> [WHAT THE TASK ASKS] Every entry, from first to last, must be written out exactly.

(MATERIAL SHOWN Opens)

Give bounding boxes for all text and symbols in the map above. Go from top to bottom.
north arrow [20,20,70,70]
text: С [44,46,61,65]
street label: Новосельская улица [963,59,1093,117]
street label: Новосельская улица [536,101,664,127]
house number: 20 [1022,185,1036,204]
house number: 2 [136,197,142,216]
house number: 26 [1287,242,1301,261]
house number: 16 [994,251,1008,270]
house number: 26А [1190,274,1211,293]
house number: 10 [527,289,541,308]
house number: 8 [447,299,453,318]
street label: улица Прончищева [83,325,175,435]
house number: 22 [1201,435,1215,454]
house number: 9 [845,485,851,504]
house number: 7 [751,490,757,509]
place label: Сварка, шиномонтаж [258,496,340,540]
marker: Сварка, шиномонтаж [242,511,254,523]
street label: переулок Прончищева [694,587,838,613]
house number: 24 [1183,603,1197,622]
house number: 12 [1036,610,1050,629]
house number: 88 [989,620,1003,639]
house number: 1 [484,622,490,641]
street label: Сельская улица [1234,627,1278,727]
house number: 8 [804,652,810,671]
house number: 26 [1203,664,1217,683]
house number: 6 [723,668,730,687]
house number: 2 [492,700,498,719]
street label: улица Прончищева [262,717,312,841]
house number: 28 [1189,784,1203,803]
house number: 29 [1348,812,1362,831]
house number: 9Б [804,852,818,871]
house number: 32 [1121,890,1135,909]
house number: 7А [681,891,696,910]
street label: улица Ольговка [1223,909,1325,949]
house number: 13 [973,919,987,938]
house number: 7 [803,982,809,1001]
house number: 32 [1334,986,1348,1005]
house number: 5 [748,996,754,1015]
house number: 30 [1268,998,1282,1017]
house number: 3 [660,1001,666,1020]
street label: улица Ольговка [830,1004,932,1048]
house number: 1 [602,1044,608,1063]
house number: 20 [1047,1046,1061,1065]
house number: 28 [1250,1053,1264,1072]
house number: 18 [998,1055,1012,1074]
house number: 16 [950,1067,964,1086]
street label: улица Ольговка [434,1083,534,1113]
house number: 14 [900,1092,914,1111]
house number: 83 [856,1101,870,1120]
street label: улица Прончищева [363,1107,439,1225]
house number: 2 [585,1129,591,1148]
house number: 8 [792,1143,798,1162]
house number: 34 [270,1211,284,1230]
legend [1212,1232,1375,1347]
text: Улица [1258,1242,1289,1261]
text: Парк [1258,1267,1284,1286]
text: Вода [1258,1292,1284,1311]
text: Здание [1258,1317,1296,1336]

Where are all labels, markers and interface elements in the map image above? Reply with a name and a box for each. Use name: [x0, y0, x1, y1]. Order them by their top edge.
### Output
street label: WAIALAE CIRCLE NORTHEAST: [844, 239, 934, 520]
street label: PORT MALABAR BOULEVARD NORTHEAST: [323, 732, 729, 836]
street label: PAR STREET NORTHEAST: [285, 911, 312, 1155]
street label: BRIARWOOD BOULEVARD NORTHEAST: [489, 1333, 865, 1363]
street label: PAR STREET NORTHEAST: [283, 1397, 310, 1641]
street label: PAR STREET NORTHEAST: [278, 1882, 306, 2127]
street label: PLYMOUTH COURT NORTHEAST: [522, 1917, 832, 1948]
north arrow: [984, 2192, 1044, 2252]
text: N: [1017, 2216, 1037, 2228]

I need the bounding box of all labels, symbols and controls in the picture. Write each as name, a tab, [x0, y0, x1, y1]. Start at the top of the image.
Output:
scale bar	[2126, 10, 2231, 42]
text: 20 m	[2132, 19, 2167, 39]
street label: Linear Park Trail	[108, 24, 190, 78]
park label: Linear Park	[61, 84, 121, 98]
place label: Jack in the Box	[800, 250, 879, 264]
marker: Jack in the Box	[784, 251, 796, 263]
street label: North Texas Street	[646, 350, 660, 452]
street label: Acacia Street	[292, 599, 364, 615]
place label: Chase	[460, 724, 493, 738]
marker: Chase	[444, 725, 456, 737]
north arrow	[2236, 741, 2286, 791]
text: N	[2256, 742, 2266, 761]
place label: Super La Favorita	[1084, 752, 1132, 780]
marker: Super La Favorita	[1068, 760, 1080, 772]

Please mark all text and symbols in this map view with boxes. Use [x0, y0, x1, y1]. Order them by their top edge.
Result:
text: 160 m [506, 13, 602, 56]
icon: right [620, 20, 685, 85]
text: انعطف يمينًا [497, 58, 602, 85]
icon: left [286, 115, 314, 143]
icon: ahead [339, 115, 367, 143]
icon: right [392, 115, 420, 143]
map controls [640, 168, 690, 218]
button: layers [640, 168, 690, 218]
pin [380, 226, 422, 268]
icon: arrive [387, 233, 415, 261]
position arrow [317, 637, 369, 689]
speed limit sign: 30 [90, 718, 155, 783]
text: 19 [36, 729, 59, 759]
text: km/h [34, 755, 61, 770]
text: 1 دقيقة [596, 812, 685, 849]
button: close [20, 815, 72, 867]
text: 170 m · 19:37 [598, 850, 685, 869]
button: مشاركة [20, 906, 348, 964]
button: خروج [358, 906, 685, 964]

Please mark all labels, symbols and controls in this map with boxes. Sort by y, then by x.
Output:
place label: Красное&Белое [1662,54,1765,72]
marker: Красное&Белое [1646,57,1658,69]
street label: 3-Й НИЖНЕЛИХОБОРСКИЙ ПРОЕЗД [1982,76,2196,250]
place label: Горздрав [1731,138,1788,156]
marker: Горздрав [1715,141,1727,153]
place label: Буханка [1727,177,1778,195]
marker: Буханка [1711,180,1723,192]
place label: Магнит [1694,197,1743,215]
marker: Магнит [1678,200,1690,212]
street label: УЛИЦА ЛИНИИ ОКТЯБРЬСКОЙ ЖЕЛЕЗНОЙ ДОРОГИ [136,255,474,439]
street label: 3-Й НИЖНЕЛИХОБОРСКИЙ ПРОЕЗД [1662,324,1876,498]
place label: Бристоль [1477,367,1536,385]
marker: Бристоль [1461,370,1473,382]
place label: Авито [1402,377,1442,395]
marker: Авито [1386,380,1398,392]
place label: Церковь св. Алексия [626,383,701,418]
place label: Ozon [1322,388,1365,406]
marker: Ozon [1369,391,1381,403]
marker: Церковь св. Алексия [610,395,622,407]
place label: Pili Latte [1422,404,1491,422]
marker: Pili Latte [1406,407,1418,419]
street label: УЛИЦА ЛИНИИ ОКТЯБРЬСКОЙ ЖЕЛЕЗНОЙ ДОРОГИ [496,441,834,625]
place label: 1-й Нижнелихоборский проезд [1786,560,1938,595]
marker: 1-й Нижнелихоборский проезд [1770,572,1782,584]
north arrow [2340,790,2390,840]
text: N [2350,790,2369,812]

(MATERIAL SHOWN Closes)

> [SOLUTION FOR THIS TASK]
Give bounding boxes for all text and symbols in the map above. Go from top to bottom.
north arrow [20,20,70,70]
text: С [44,46,61,65]
street label: Новосельская улица [963,59,1093,117]
street label: Новосельская улица [536,101,664,127]
house number: 20 [1022,185,1036,204]
house number: 2 [136,197,142,216]
house number: 26 [1287,242,1301,261]
house number: 16 [994,251,1008,270]
house number: 26А [1190,274,1211,293]
house number: 10 [527,289,541,308]
house number: 8 [447,299,453,318]
street label: улица Прончищева [83,325,175,435]
house number: 22 [1201,435,1215,454]
house number: 9 [845,485,851,504]
house number: 7 [751,490,757,509]
place label: Сварка, шиномонтаж [258,496,340,540]
marker: Сварка, шиномонтаж [242,511,254,523]
street label: переулок Прончищева [694,587,838,613]
house number: 24 [1183,603,1197,622]
house number: 12 [1036,610,1050,629]
house number: 88 [989,620,1003,639]
house number: 1 [484,622,490,641]
street label: Сельская улица [1234,627,1278,727]
house number: 8 [804,652,810,671]
house number: 26 [1203,664,1217,683]
house number: 6 [723,668,730,687]
house number: 2 [492,700,498,719]
street label: улица Прончищева [262,717,312,841]
house number: 28 [1189,784,1203,803]
house number: 29 [1348,812,1362,831]
house number: 9Б [804,852,818,871]
house number: 32 [1121,890,1135,909]
house number: 7А [681,891,696,910]
street label: улица Ольговка [1223,909,1325,949]
house number: 13 [973,919,987,938]
house number: 7 [803,982,809,1001]
house number: 32 [1334,986,1348,1005]
house number: 5 [748,996,754,1015]
house number: 30 [1268,998,1282,1017]
house number: 3 [660,1001,666,1020]
street label: улица Ольговка [830,1004,932,1048]
house number: 1 [602,1044,608,1063]
house number: 20 [1047,1046,1061,1065]
house number: 28 [1250,1053,1264,1072]
house number: 18 [998,1055,1012,1074]
house number: 16 [950,1067,964,1086]
street label: улица Ольговка [434,1083,534,1113]
house number: 14 [900,1092,914,1111]
house number: 83 [856,1101,870,1120]
street label: улица Прончищева [363,1107,439,1225]
house number: 2 [585,1129,591,1148]
house number: 8 [792,1143,798,1162]
house number: 34 [270,1211,284,1230]
legend [1212,1232,1375,1347]
text: Улица [1258,1242,1289,1261]
text: Парк [1258,1267,1284,1286]
text: Вода [1258,1292,1284,1311]
text: Здание [1258,1317,1296,1336]

Where are all labels, markers and interface elements in the map image above? Reply with a name and a box for each. Use name: [x0, y0, x1, y1]. Order them by their top edge.
### Output
street label: WAIALAE CIRCLE NORTHEAST: [844, 239, 934, 520]
street label: PORT MALABAR BOULEVARD NORTHEAST: [323, 732, 729, 836]
street label: PAR STREET NORTHEAST: [285, 911, 312, 1155]
street label: BRIARWOOD BOULEVARD NORTHEAST: [489, 1333, 865, 1363]
street label: PAR STREET NORTHEAST: [283, 1397, 310, 1641]
street label: PAR STREET NORTHEAST: [278, 1882, 306, 2127]
street label: PLYMOUTH COURT NORTHEAST: [522, 1917, 832, 1948]
north arrow: [984, 2192, 1044, 2252]
text: N: [1017, 2216, 1037, 2228]

I need the bounding box of all labels, symbols and controls in the picture. Write each as name, a tab, [x0, y0, x1, y1]. Start at the top of the image.
Output:
scale bar	[2126, 10, 2231, 42]
text: 20 m	[2132, 19, 2167, 39]
street label: Linear Park Trail	[108, 24, 190, 78]
park label: Linear Park	[61, 84, 121, 98]
place label: Jack in the Box	[800, 250, 879, 264]
marker: Jack in the Box	[784, 251, 796, 263]
street label: North Texas Street	[646, 350, 660, 452]
street label: Acacia Street	[292, 599, 364, 615]
place label: Chase	[460, 724, 493, 738]
marker: Chase	[444, 725, 456, 737]
north arrow	[2236, 741, 2286, 791]
text: N	[2256, 742, 2266, 761]
place label: Super La Favorita	[1084, 752, 1132, 780]
marker: Super La Favorita	[1068, 760, 1080, 772]

Please mark all text and symbols in this map view with boxes. Use [x0, y0, x1, y1]. Order them by their top edge.
Result:
text: 160 m [506, 13, 602, 56]
icon: right [620, 20, 685, 85]
text: انعطف يمينًا [497, 58, 602, 85]
icon: left [286, 115, 314, 143]
icon: ahead [339, 115, 367, 143]
icon: right [392, 115, 420, 143]
map controls [640, 168, 690, 218]
button: layers [640, 168, 690, 218]
pin [380, 226, 422, 268]
icon: arrive [387, 233, 415, 261]
position arrow [317, 637, 369, 689]
speed limit sign: 30 [90, 718, 155, 783]
text: 19 [36, 729, 59, 759]
text: km/h [34, 755, 61, 770]
text: 1 دقيقة [596, 812, 685, 849]
button: close [20, 815, 72, 867]
text: 170 m · 19:37 [598, 850, 685, 869]
button: مشاركة [20, 906, 348, 964]
button: خروج [358, 906, 685, 964]

Please mark all labels, symbols and controls in this map with boxes. Sort by y, then by x.
Output:
place label: Красное&Белое [1662,54,1765,72]
marker: Красное&Белое [1646,57,1658,69]
street label: 3-Й НИЖНЕЛИХОБОРСКИЙ ПРОЕЗД [1982,76,2196,250]
place label: Горздрав [1731,138,1788,156]
marker: Горздрав [1715,141,1727,153]
place label: Буханка [1727,177,1778,195]
marker: Буханка [1711,180,1723,192]
place label: Магнит [1694,197,1743,215]
marker: Магнит [1678,200,1690,212]
street label: УЛИЦА ЛИНИИ ОКТЯБРЬСКОЙ ЖЕЛЕЗНОЙ ДОРОГИ [136,255,474,439]
street label: 3-Й НИЖНЕЛИХОБОРСКИЙ ПРОЕЗД [1662,324,1876,498]
place label: Бристоль [1477,367,1536,385]
marker: Бристоль [1461,370,1473,382]
place label: Авито [1402,377,1442,395]
marker: Авито [1386,380,1398,392]
place label: Церковь св. Алексия [626,383,701,418]
place label: Ozon [1322,388,1365,406]
marker: Ozon [1369,391,1381,403]
marker: Церковь св. Алексия [610,395,622,407]
place label: Pili Latte [1422,404,1491,422]
marker: Pili Latte [1406,407,1418,419]
street label: УЛИЦА ЛИНИИ ОКТЯБРЬСКОЙ ЖЕЛЕЗНОЙ ДОРОГИ [496,441,834,625]
place label: 1-й Нижнелихоборский проезд [1786,560,1938,595]
marker: 1-й Нижнелихоборский проезд [1770,572,1782,584]
north arrow [2340,790,2390,840]
text: N [2350,790,2369,812]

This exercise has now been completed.